START Exercise data

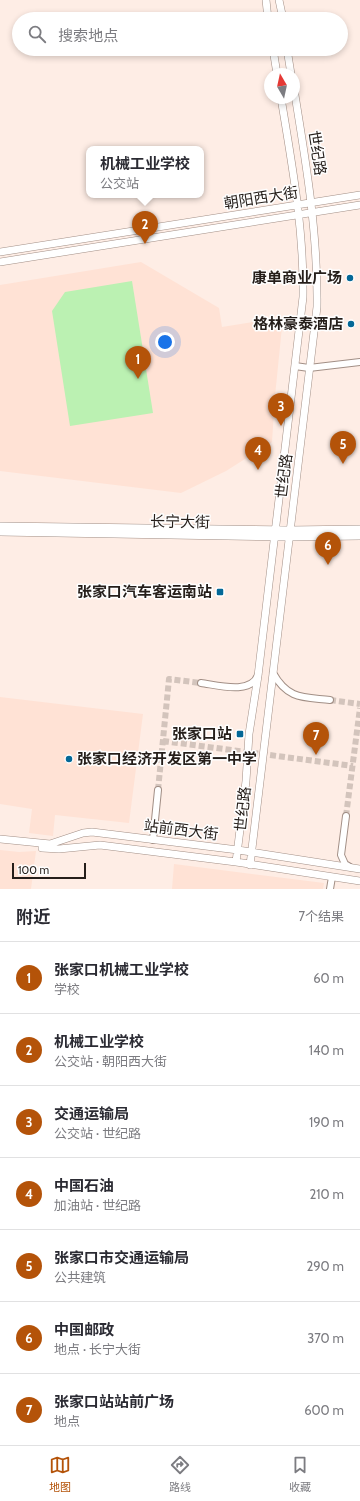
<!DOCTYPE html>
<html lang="zh">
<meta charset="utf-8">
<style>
body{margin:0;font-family:Cabin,"Noto Sans SC",sans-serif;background:#f7f7f7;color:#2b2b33}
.compass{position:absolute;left:264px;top:68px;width:36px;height:36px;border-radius:50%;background:#fff;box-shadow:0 2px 6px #0003;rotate:351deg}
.scale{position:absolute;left:12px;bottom:10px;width:74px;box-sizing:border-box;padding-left:4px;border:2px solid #251e1a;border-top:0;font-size:11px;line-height:14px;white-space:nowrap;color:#251e1a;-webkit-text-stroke:3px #fefefe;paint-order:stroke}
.you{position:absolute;left:165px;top:342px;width:14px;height:14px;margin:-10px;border:3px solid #fff;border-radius:50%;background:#1a73e8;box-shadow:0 0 0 6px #1a73e833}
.badge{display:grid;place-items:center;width:26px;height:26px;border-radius:50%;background:#b45309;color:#fff;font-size:13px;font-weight:700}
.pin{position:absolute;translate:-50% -33px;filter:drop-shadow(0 1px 2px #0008)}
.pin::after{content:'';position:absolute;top:21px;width:14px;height:12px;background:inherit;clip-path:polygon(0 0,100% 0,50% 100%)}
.popup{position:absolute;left:86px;top:146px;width:118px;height:52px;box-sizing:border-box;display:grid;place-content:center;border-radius:8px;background:#fff;filter:drop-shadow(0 1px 3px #0005);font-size:13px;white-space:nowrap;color:#7c7c81}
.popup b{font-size:15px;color:#2b2b33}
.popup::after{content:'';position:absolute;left:50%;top:100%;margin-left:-8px;border:8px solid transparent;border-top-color:#fff}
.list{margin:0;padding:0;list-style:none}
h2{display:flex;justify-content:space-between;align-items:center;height:52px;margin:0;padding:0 16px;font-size:17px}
h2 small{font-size:13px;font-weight:400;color:#7c7c81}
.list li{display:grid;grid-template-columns:26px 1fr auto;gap:12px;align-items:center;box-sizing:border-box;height:72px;padding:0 16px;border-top:1px solid #e1e1e2}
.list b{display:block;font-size:15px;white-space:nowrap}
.list p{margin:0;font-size:13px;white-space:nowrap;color:#7c7c81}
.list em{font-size:13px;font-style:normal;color:#7c7c81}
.icon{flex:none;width:22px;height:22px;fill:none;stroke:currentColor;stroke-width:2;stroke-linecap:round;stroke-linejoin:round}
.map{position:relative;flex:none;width:360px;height:889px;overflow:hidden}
.search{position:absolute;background:#fff;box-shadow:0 2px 6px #0003;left:12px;right:12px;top:12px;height:44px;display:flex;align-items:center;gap:10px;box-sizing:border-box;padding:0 14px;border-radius:22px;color:#7c7c81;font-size:15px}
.sheet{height:556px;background:#fff}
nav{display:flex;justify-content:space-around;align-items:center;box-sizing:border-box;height:56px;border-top:1px solid #e1e1e2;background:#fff;font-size:11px;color:#7c7c81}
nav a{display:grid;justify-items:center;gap:2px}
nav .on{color:#b45309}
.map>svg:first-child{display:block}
</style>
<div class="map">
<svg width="360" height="889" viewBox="0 0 360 889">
<rect width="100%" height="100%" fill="#feede5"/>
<!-- built -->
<path fill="#ffe2d5" d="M141,262l78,46 3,19 61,-10 -8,79 -3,46 -46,29 -45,22 -181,-22v-186z
M0,697l143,17 -14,109 -74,-8 -2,21 -24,-3 3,-24 -32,-5z
M0,850l19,2 17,-1 -5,38h-31z
M174,864l150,19 -1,6h-151z"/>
<!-- green -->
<path fill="#bbf1b2" d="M132,281l21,132 -83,13 -18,-115 13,-19z"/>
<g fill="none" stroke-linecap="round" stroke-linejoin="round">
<!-- minor-tunnel -->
<path stroke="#d3c4bc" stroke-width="6" stroke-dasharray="6 3" stroke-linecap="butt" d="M330,700l30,4
M163,741l190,25
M158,790l11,-111 32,4
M346,816l14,-108"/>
<defs>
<path id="minor" d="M295,366l14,2 51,-6
M273,673c15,27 31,24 57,27
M201,683c16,2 50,12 57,-8
M346,816l-5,39 4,9 5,3
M153,840l5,-50
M330,889l2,-12"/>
<path id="major" d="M266,0l2,19
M279,0l4,19
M273,49l4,25
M287,49l4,25
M0,252l360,-57
M0,262l360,-57
M0,526l290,4 70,-1
M0,532l289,5 71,-1
M0,839l50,5 33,-11 9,-1 146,18 122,19
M42,848l17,1 41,-4 136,17 124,19
M236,862l10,-81 3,-47 9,-58 45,-379c1,-67 -11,-133 -22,-199
M250,865l67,-558c1,-73 -11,-145 -23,-218"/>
</defs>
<!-- minor casing -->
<use href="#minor" stroke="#a28f86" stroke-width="8"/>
<!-- major casing -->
<use href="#major" stroke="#a28f86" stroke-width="8"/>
<!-- minor -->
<use href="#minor" stroke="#fff" stroke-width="6"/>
<!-- major -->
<use href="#major" stroke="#fff" stroke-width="7"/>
</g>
<!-- markers -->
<g fill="#046897" stroke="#fefefe" stroke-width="1.5">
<circle cx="350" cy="278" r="4"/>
<circle cx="351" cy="324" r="4"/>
<rect x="216" y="588" width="8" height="8" rx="2"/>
<rect x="236" y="730" width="8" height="8" rx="2"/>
<circle cx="69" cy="759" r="4"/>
</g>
<g text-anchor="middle" stroke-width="3" stroke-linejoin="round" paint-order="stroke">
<!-- street labels -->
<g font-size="15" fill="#251e1a" stroke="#fefefe">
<text transform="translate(317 153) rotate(81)" y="5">世纪路</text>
<text transform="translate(261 198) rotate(-9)" y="5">朝阳西大街</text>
<text transform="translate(284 476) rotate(-83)" y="5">世纪路</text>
<text transform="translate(180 522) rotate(1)" y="5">长宁大街</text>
<text transform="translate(243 809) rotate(-84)" y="5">世纪路</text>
<text transform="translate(181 830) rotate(7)" y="5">站前西大街</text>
</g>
<!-- poi labels -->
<g font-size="15" font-weight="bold" fill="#251e1a" stroke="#fefefe" text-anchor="end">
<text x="342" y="283">康单商业广场</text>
<text x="343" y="329">格林豪泰酒店</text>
<text x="212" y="597">张家口汽车客运南站</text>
<text x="232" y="739">张家口站</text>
<text x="77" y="764" text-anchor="start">张家口经济开发区第一中学</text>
</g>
</g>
</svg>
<svg class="compass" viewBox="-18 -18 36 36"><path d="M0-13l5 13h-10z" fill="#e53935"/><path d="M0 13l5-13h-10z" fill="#7c7c81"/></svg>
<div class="scale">100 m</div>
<div class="you"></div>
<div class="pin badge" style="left:138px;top:379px">1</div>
<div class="pin badge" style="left:145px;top:244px">2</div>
<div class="popup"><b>机械工业学校</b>公交站</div>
<div class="pin badge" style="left:281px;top:426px">3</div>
<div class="pin badge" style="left:258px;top:470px">4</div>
<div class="pin badge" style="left:343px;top:464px">5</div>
<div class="pin badge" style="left:328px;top:565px">6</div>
<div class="pin badge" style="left:316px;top:755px">7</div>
<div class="search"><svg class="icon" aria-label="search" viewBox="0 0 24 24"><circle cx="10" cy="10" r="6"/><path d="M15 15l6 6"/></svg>搜索地点</div>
</div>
<section class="sheet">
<h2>附近<small>7个结果</small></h2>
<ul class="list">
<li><span class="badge">1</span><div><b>张家口机械工业学校</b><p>学校</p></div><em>60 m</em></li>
<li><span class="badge">2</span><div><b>机械工业学校</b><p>公交站 · 朝阳西大街</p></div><em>140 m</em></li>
<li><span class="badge">3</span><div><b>交通运输局</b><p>公交站 · 世纪路</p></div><em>190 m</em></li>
<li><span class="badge">4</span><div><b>中国石油</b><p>加油站 · 世纪路</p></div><em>210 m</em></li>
<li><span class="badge">5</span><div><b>张家口市交通运输局</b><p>公共建筑</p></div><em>290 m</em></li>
<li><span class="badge">6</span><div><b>中国邮政</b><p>地点 · 长宁大街</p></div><em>370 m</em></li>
<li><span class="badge">7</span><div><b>张家口站站前广场</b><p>地点</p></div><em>600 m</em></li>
</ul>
</section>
<nav>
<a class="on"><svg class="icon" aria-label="map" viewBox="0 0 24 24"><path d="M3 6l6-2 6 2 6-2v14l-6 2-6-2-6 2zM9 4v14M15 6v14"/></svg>地图</a>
<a><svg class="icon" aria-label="directions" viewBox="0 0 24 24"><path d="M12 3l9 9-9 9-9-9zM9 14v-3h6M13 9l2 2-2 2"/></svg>路线</a>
<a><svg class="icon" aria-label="saved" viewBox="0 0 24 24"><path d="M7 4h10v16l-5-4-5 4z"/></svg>收藏</a>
</nav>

END Exercise data

→ **Task details**: Go through the data above and tally every line that includes "list". State only the total.

→ **Answer below**: 6